:: EXERCISE MATERIALS
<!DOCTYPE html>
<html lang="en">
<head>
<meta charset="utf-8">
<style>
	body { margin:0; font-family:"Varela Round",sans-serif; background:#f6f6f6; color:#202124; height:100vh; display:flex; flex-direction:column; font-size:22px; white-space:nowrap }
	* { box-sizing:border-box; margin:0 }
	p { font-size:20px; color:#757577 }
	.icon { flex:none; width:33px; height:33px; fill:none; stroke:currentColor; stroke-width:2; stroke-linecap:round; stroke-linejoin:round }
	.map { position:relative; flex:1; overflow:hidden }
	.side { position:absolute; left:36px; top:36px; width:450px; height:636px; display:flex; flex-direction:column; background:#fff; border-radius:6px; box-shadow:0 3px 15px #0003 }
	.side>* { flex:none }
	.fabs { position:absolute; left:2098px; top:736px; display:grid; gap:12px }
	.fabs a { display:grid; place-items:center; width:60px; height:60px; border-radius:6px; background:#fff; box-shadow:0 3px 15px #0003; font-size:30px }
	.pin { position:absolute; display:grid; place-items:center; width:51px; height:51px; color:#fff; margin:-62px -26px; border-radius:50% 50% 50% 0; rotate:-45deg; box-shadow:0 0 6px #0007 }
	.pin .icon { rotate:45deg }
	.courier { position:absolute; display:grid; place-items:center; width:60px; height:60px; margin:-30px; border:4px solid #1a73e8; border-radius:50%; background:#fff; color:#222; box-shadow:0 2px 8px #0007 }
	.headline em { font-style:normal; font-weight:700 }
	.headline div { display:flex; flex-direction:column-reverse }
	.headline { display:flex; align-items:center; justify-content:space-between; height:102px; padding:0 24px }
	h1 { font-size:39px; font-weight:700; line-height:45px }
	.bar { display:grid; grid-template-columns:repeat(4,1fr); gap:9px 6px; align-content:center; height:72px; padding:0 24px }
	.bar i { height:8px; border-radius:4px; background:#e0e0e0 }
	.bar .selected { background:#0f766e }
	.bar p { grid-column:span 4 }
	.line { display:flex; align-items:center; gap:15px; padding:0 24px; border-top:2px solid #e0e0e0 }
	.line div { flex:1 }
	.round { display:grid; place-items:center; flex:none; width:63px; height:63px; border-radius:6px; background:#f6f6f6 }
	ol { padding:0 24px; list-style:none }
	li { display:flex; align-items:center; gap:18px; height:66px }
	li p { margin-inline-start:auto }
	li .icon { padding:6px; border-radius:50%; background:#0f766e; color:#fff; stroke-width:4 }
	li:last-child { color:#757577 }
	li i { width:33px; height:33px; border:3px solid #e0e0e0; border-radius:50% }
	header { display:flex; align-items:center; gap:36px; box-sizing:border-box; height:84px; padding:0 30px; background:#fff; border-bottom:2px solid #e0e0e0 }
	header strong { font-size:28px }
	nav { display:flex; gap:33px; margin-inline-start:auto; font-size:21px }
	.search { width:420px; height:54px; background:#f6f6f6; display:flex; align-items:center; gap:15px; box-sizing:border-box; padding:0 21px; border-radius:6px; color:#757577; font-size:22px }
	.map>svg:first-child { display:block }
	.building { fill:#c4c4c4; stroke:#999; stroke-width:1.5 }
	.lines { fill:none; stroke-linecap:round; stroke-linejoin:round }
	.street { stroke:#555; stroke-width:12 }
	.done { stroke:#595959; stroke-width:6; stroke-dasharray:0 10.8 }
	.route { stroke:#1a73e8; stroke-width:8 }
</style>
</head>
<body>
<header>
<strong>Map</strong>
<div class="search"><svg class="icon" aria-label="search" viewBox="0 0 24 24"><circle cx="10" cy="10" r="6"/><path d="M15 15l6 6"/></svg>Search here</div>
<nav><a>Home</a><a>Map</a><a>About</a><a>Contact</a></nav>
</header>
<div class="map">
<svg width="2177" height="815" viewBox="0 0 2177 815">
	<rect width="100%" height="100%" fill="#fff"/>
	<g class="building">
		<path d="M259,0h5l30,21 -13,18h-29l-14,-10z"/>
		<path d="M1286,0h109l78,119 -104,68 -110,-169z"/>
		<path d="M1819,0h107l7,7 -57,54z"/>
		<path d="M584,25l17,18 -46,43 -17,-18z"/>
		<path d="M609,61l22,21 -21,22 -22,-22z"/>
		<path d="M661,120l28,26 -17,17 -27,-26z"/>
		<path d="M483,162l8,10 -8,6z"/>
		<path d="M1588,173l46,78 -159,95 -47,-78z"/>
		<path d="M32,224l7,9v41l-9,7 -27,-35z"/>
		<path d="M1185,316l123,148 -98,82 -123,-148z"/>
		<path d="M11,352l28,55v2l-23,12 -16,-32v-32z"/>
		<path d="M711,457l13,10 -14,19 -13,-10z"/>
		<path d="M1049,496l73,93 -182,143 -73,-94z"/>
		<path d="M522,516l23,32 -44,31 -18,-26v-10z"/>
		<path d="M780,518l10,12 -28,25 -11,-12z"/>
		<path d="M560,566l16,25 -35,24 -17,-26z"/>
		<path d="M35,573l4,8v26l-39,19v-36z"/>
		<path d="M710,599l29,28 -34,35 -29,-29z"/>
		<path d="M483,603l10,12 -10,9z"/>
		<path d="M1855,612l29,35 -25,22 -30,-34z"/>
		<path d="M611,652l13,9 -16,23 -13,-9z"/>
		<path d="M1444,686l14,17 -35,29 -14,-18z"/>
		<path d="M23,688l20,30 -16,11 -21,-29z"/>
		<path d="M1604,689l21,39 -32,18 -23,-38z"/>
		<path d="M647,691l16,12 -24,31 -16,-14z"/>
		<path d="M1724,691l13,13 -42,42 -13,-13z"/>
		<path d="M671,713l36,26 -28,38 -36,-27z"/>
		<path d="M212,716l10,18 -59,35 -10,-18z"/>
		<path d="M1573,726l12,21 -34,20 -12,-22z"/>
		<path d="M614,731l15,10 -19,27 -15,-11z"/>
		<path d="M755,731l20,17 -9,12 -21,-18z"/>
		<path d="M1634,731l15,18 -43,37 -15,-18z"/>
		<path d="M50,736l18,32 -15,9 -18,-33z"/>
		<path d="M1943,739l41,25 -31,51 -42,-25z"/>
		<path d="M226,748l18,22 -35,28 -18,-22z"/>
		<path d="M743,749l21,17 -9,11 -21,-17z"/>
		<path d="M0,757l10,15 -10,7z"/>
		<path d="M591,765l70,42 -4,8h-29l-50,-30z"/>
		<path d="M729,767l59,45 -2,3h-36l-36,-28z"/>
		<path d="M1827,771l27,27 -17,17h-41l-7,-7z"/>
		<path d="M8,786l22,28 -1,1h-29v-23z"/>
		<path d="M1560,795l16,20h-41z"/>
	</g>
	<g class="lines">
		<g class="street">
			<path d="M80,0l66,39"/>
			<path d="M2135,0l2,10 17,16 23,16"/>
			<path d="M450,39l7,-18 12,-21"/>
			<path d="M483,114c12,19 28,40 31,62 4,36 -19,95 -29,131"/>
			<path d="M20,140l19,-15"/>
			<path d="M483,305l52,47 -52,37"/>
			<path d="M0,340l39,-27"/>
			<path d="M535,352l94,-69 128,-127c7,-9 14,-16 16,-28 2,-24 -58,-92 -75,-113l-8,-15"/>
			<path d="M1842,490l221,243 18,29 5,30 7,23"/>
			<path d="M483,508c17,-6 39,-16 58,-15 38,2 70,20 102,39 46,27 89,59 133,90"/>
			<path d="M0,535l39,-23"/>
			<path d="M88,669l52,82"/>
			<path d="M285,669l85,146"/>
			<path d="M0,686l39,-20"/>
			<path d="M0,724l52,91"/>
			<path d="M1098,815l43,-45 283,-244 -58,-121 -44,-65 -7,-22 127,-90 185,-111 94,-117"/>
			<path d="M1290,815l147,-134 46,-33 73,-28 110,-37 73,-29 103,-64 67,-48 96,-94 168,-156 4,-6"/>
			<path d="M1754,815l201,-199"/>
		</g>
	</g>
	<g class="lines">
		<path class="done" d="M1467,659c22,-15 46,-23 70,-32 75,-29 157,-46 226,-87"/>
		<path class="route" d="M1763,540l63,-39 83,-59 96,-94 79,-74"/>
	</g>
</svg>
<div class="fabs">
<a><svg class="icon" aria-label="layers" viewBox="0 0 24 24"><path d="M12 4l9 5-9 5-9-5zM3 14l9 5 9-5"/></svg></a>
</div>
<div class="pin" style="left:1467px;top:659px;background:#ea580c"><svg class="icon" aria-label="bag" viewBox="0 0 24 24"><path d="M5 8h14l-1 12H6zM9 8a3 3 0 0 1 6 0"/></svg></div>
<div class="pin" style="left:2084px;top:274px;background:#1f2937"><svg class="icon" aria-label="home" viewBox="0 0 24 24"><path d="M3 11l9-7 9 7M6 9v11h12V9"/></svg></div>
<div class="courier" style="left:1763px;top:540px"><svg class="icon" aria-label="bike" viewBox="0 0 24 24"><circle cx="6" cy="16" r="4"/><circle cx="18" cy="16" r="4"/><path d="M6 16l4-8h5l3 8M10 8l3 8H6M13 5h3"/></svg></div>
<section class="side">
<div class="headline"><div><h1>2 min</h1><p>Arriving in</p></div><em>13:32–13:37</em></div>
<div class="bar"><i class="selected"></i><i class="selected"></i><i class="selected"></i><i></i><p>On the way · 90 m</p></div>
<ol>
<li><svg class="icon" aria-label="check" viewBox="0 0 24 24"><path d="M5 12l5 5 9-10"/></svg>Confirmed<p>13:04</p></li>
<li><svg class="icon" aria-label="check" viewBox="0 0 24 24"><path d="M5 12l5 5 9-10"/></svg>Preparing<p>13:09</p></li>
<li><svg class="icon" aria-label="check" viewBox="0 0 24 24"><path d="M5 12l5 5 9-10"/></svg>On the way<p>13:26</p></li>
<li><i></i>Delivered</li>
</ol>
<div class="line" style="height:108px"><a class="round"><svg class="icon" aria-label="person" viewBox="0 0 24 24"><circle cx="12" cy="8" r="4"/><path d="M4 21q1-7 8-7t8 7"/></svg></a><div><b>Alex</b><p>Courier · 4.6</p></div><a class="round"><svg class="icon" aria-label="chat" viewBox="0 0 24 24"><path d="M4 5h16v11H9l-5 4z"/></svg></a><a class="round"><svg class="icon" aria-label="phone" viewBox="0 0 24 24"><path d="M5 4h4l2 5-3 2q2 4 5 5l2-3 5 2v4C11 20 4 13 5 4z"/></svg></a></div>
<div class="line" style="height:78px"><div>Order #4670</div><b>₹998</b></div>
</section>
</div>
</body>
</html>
::::
WORK TO BE COMPLETED — Count the lines in the records above that contain the word "check", and report only that number.

ANSWER BELOW — 3